Prompt: From the data below, repeat everything exactly except the images.

Task inputs START

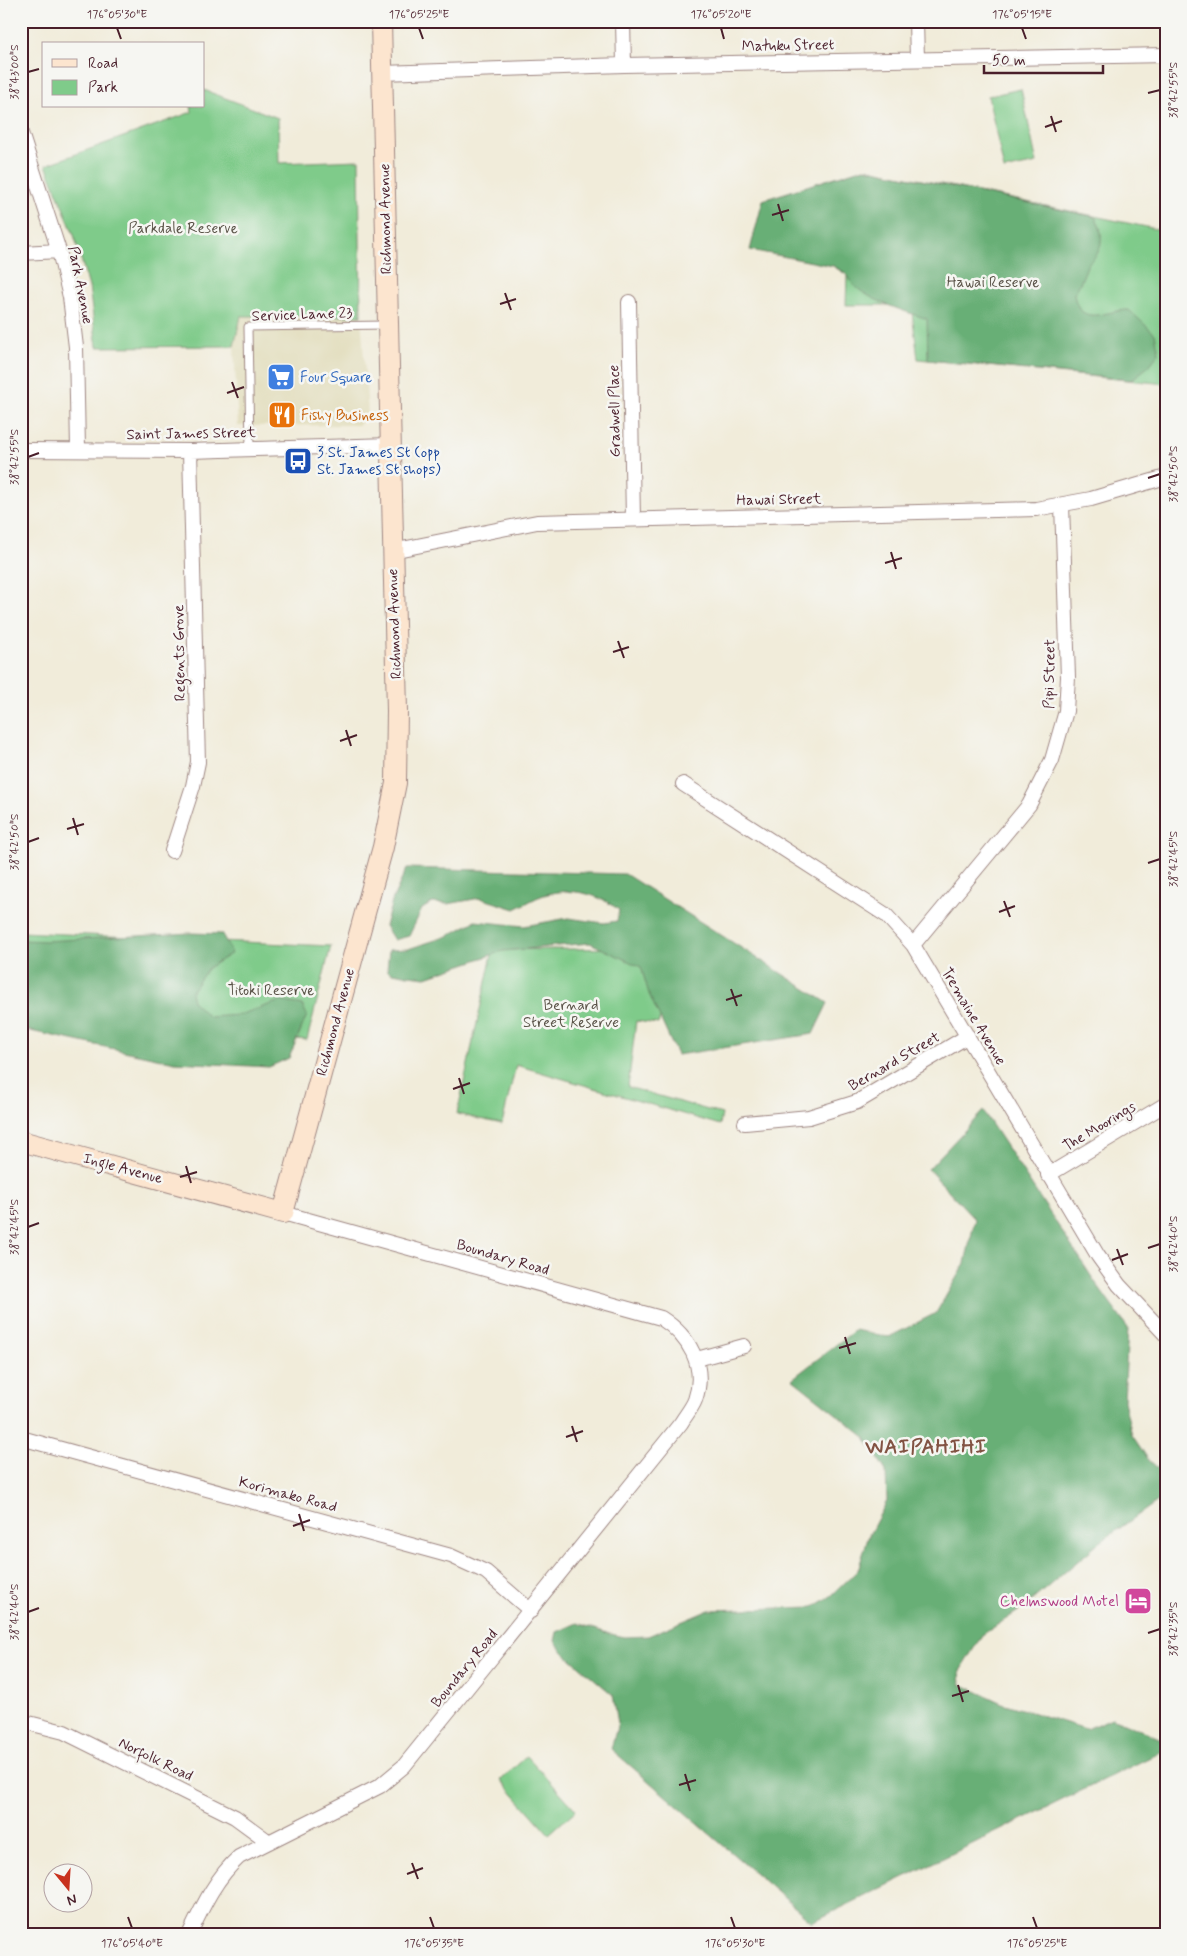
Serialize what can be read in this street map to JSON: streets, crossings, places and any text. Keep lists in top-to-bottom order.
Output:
{
  "streets": {
    "street": [
      "Matuku Street",
      "Richmond Avenue",
      "Park Avenue",
      "Gradwell Place",
      "Saint James Street",
      "Hawai Street",
      "Regents Grove",
      "Pipi Street",
      "Tremaine Avenue",
      "Bernard Street",
      "The Moorings",
      "Ingle Avenue",
      "Boundary Road",
      "Korimako Road",
      "Norfolk Road"
    ],
    "lane": ["Service Lane 23"]
  },
  "crossings": [
    ["Matuku Street", "Richmond Avenue"],
    ["Richmond Avenue", "Service Lane 23"],
    ["Richmond Avenue", "Saint James Street"],
    ["Richmond Avenue", "Hawai Street"],
    ["Richmond Avenue", "Ingle Avenue"],
    ["Richmond Avenue", "Boundary Road"],
    ["Park Avenue", "Saint James Street"],
    ["Service Lane 23", "Saint James Street"],
    ["Gradwell Place", "Hawai Street"],
    ["Saint James Street", "Regents Grove"],
    ["Hawai Street", "Pipi Street"],
    ["Pipi Street", "Tremaine Avenue"],
    ["Tremaine Avenue", "Bernard Street"],
    ["Tremaine Avenue", "The Moorings"],
    ["Ingle Avenue", "Boundary Road"],
    ["Boundary Road", "Korimako Road"],
    ["Boundary Road", "Norfolk Road"]
  ],
  "districts": ["WAIPAHIHI"],
  "parks": [
    "Parkdale Reserve",
    "Hawai Reserve",
    "Titoki Reserve",
    "Bernard Street Reserve"
  ],
  "places": {
    "supermarket": ["Four Square"],
    "restaurant": ["Fishy Business"],
    "bus stop": ["3 St. James St (opp St. James St shops)"],
    "hotel": ["Chelmswood Motel"]
  },
  "legend": ["Road", "Park"],
  "scale_bar": "50 m",
  "north": "bottom",
  "coordinates": [
    "176°05'30\"E",
    "176°05'25\"E",
    "176°05'20\"E",
    "176°05'15\"E",
    "38°43'00\"S",
    "38°42'55\"S",
    "38°42'50\"S",
    "38°42'45\"S",
    "38°42'40\"S",
    "38°42'35\"S",
    "176°05'40\"E",
    "176°05'35\"E"
  ]
}
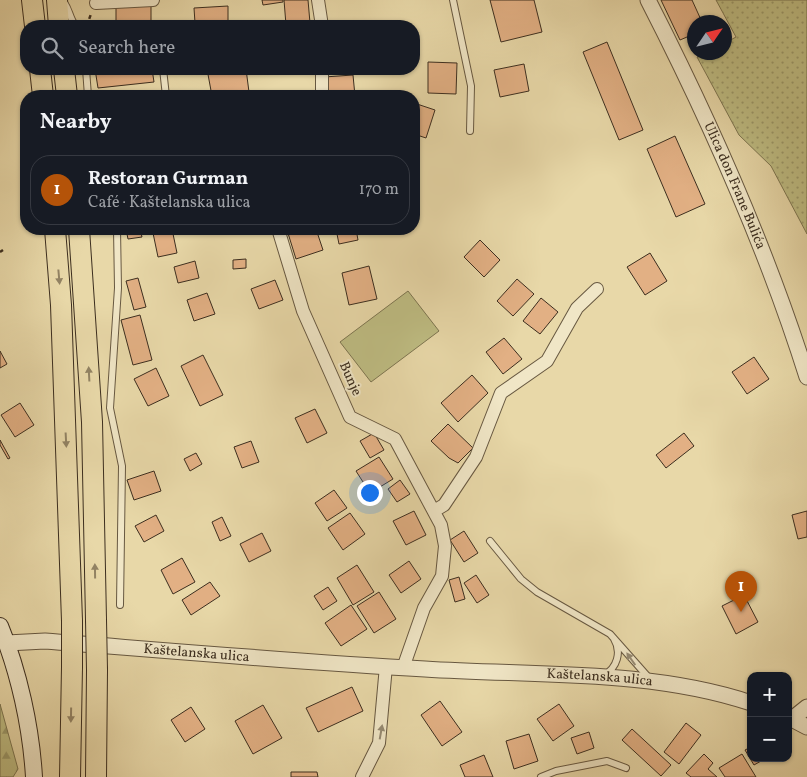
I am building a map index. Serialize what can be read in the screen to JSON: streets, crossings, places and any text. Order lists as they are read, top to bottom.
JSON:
{
  "streets": {
    "street": ["Ulica don Frane Bulića", "Bunje", "Kaštelanska ulica"]
  },
  "crossings": [
    ["Bunje", "Kaštelanska ulica"]
  ],
  "north": "top right",
  "page": {
    "search": "Search here",
    "heading": "Nearby",
    "list": [
      {
        "mark": "1",
        "name": "Restoran Gurman",
        "note": "Café · Kaštelanska ulica",
        "value": "170 m"
      }
    ],
    "pins": "1",
    "map_buttons": ["+", "−"]
  }
}
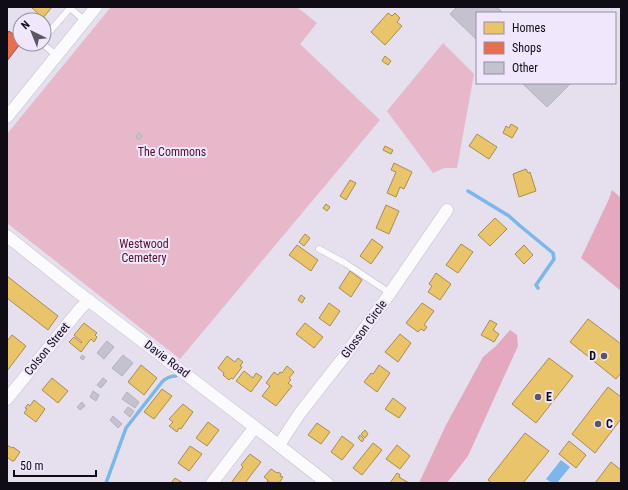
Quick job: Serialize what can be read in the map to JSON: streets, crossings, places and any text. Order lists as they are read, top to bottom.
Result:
{
  "streets": {
    "street": ["Glosson Circle", "Colson Street", "Davie Road"]
  },
  "crossings": [
    ["Glosson Circle", "Davie Road"],
    ["Colson Street", "Davie Road"]
  ],
  "parks": ["The Commons", "Westwood Cemetery"],
  "places": ["D", "E", "C"],
  "legend": ["Homes", "Shops", "Other"],
  "scale_bar": "50 m",
  "north": "top left"
}
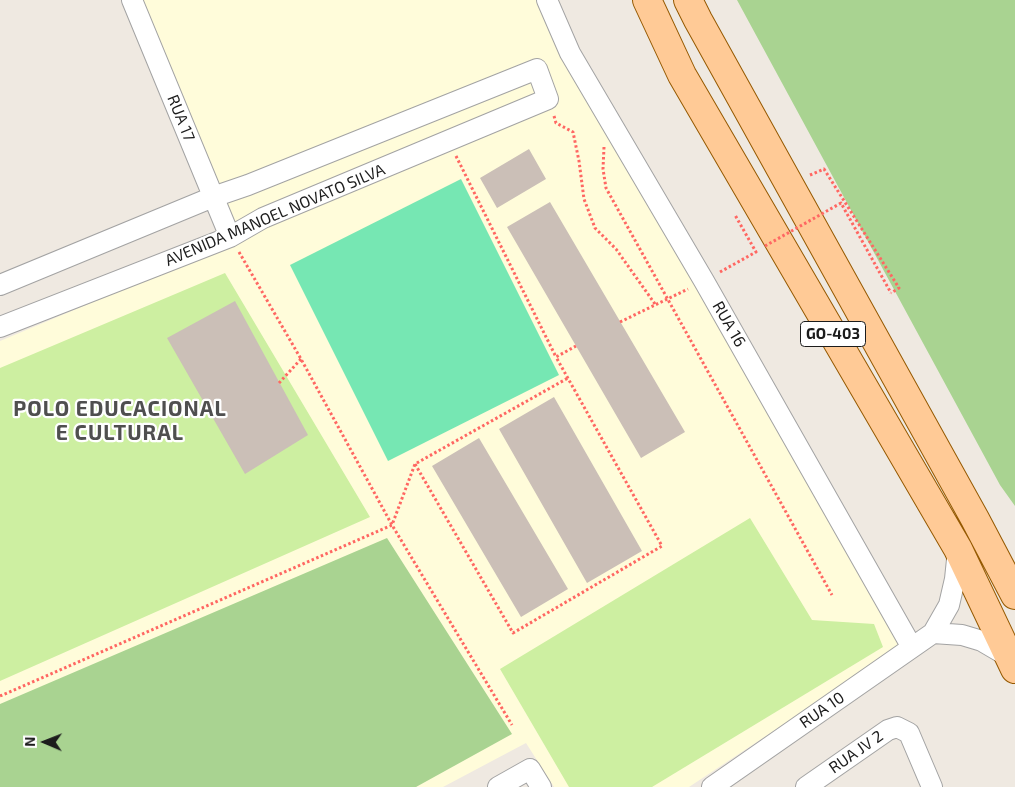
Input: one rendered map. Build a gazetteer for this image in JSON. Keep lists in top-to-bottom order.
{
  "streets": {
    "main road": ["GO-403"],
    "street": [
      "RUA 17",
      "AVENIDA MANOEL NOVATO SILVA",
      "RUA 16",
      "RUA 10",
      "RUA JV 2"
    ]
  },
  "crossings": [
    ["RUA 17", "AVENIDA MANOEL NOVATO SILVA"],
    ["RUA 16", "RUA 10"],
    ["GO-403", "RUA 10"]
  ],
  "districts": ["POLO EDUCACIONAL E CULTURAL"],
  "north": "left"
}
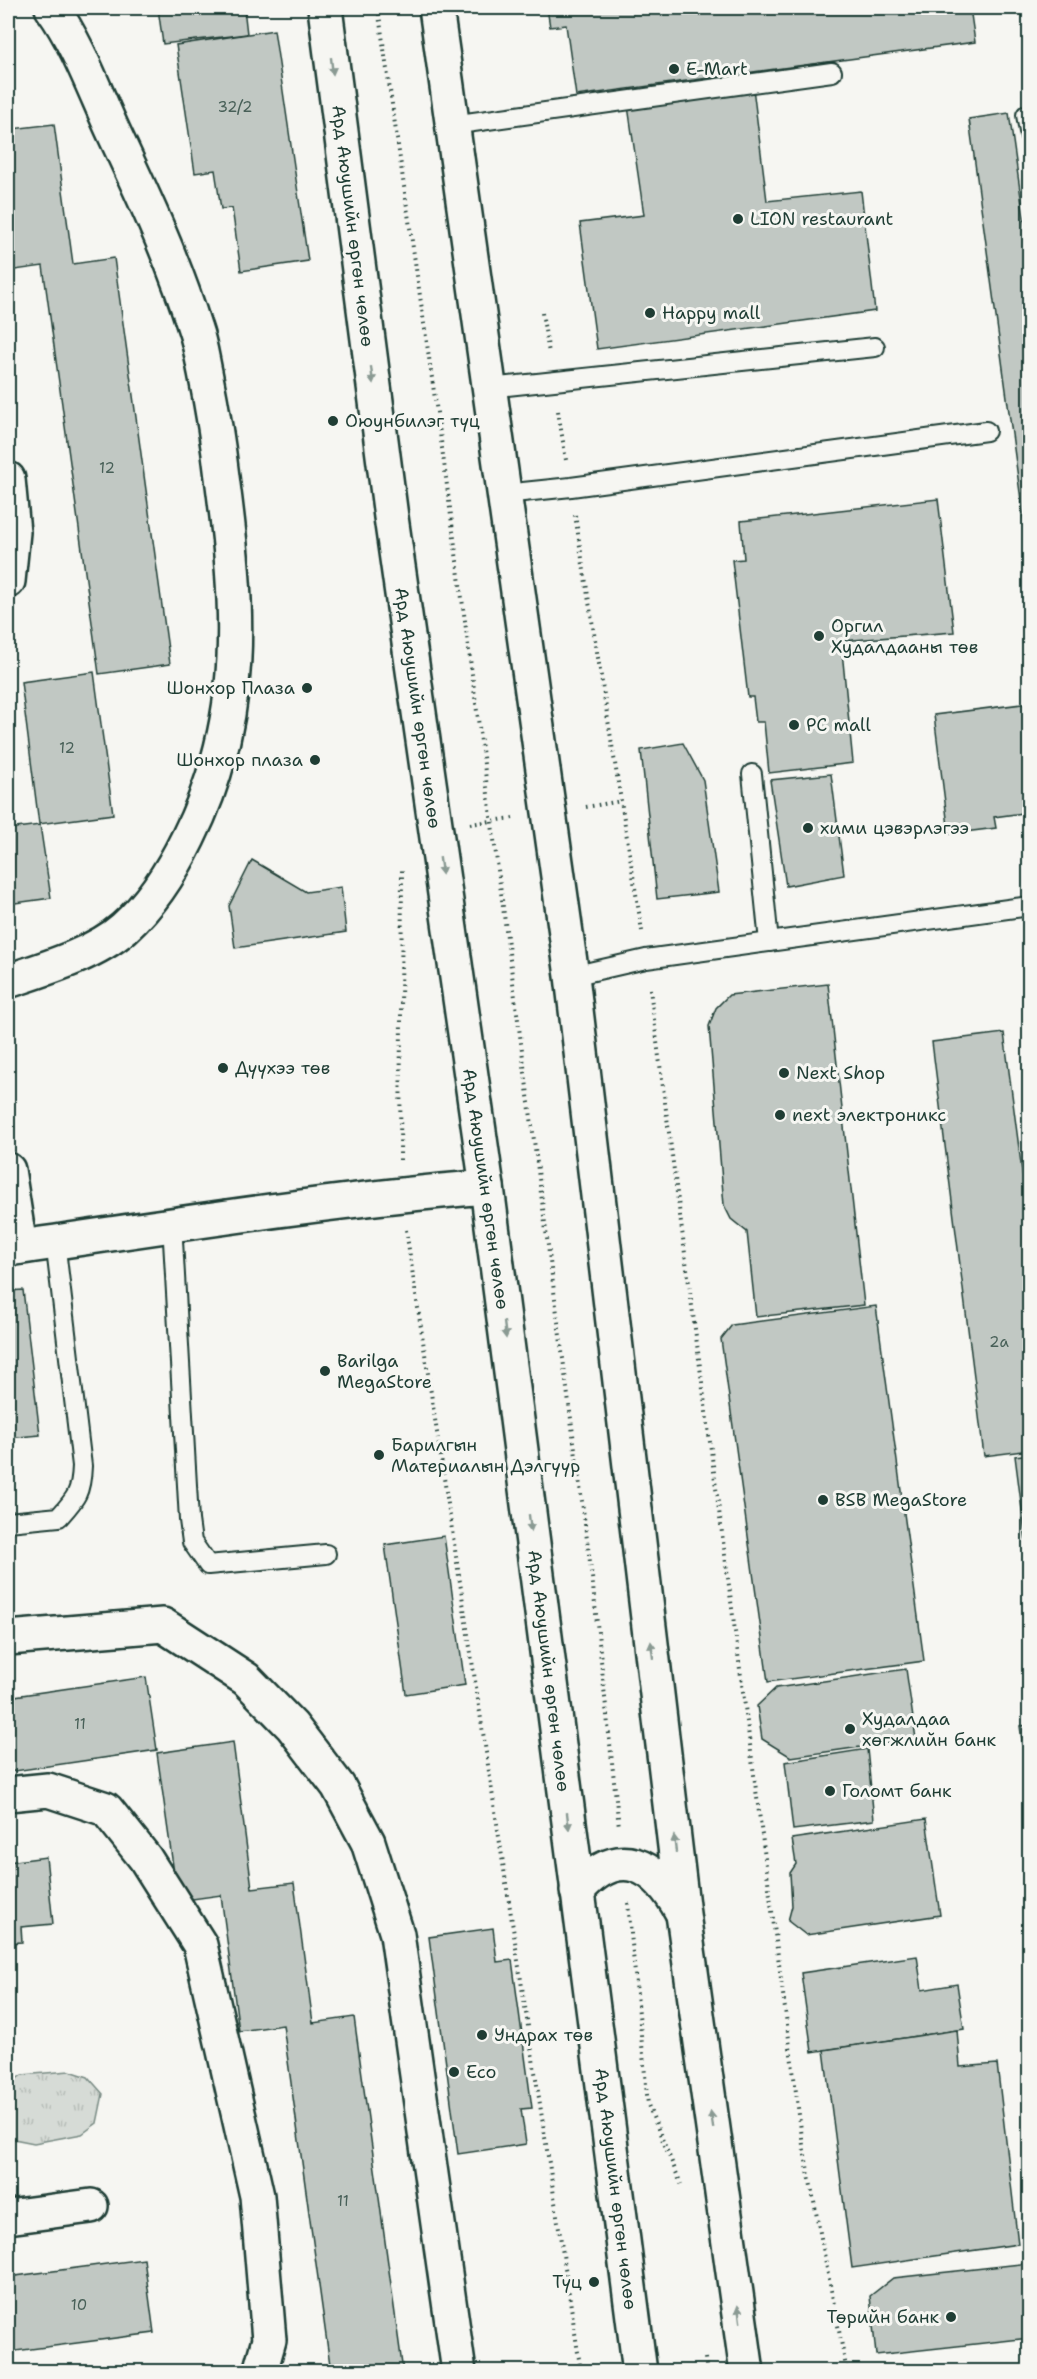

Task inputs END

Answer for this exercise:
Serialize what can be read in this street map to JSON: streets, crossings, places and any text. Keep lists in top-to-bottom order.
Output:
{
  "streets": {
    "street": [
      "Matuku Street",
      "Richmond Avenue",
      "Park Avenue",
      "Gradwell Place",
      "Saint James Street",
      "Hawai Street",
      "Regents Grove",
      "Pipi Street",
      "Tremaine Avenue",
      "Bernard Street",
      "The Moorings",
      "Ingle Avenue",
      "Boundary Road",
      "Korimako Road",
      "Norfolk Road"
    ],
    "lane": ["Service Lane 23"]
  },
  "crossings": [
    ["Matuku Street", "Richmond Avenue"],
    ["Richmond Avenue", "Service Lane 23"],
    ["Richmond Avenue", "Saint James Street"],
    ["Richmond Avenue", "Hawai Street"],
    ["Richmond Avenue", "Ingle Avenue"],
    ["Richmond Avenue", "Boundary Road"],
    ["Park Avenue", "Saint James Street"],
    ["Service Lane 23", "Saint James Street"],
    ["Gradwell Place", "Hawai Street"],
    ["Saint James Street", "Regents Grove"],
    ["Hawai Street", "Pipi Street"],
    ["Pipi Street", "Tremaine Avenue"],
    ["Tremaine Avenue", "Bernard Street"],
    ["Tremaine Avenue", "The Moorings"],
    ["Ingle Avenue", "Boundary Road"],
    ["Boundary Road", "Korimako Road"],
    ["Boundary Road", "Norfolk Road"]
  ],
  "districts": ["WAIPAHIHI"],
  "parks": [
    "Parkdale Reserve",
    "Hawai Reserve",
    "Titoki Reserve",
    "Bernard Street Reserve"
  ],
  "places": {
    "supermarket": ["Four Square"],
    "restaurant": ["Fishy Business"],
    "bus stop": ["3 St. James St (opp St. James St shops)"],
    "hotel": ["Chelmswood Motel"]
  },
  "legend": ["Road", "Park"],
  "scale_bar": "50 m",
  "north": "bottom",
  "coordinates": [
    "176°05'30\"E",
    "176°05'25\"E",
    "176°05'20\"E",
    "176°05'15\"E",
    "38°43'00\"S",
    "38°42'55\"S",
    "38°42'50\"S",
    "38°42'45\"S",
    "38°42'40\"S",
    "38°42'35\"S",
    "176°05'40\"E",
    "176°05'35\"E"
  ]
}
I am building a map index. Serialize what can be read in the screen to JSON: streets, crossings, places and any text. Order lists as they are read, top to bottom.
JSON:
{
  "streets": {
    "street": ["Ulica don Frane Bulića", "Bunje", "Kaštelanska ulica"]
  },
  "crossings": [
    ["Bunje", "Kaštelanska ulica"]
  ],
  "north": "top right",
  "page": {
    "search": "Search here",
    "heading": "Nearby",
    "list": [
      {
        "mark": "1",
        "name": "Restoran Gurman",
        "note": "Café · Kaštelanska ulica",
        "value": "170 m"
      }
    ],
    "pins": "1",
    "map_buttons": ["+", "−"]
  }
}
Quick job: Serialize what can be read in the map to JSON: streets, crossings, places and any text. Order lists as they are read, top to bottom.
Result:
{
  "streets": {
    "street": ["Glosson Circle", "Colson Street", "Davie Road"]
  },
  "crossings": [
    ["Glosson Circle", "Davie Road"],
    ["Colson Street", "Davie Road"]
  ],
  "parks": ["The Commons", "Westwood Cemetery"],
  "places": ["D", "E", "C"],
  "legend": ["Homes", "Shops", "Other"],
  "scale_bar": "50 m",
  "north": "top left"
}
Input: one rendered map. Build a gazetteer for this image in JSON. Keep lists in top-to-bottom order.
{
  "streets": {
    "main road": ["GO-403"],
    "street": [
      "RUA 17",
      "AVENIDA MANOEL NOVATO SILVA",
      "RUA 16",
      "RUA 10",
      "RUA JV 2"
    ]
  },
  "crossings": [
    ["RUA 17", "AVENIDA MANOEL NOVATO SILVA"],
    ["RUA 16", "RUA 10"],
    ["GO-403", "RUA 10"]
  ],
  "districts": ["POLO EDUCACIONAL E CULTURAL"],
  "north": "left"
}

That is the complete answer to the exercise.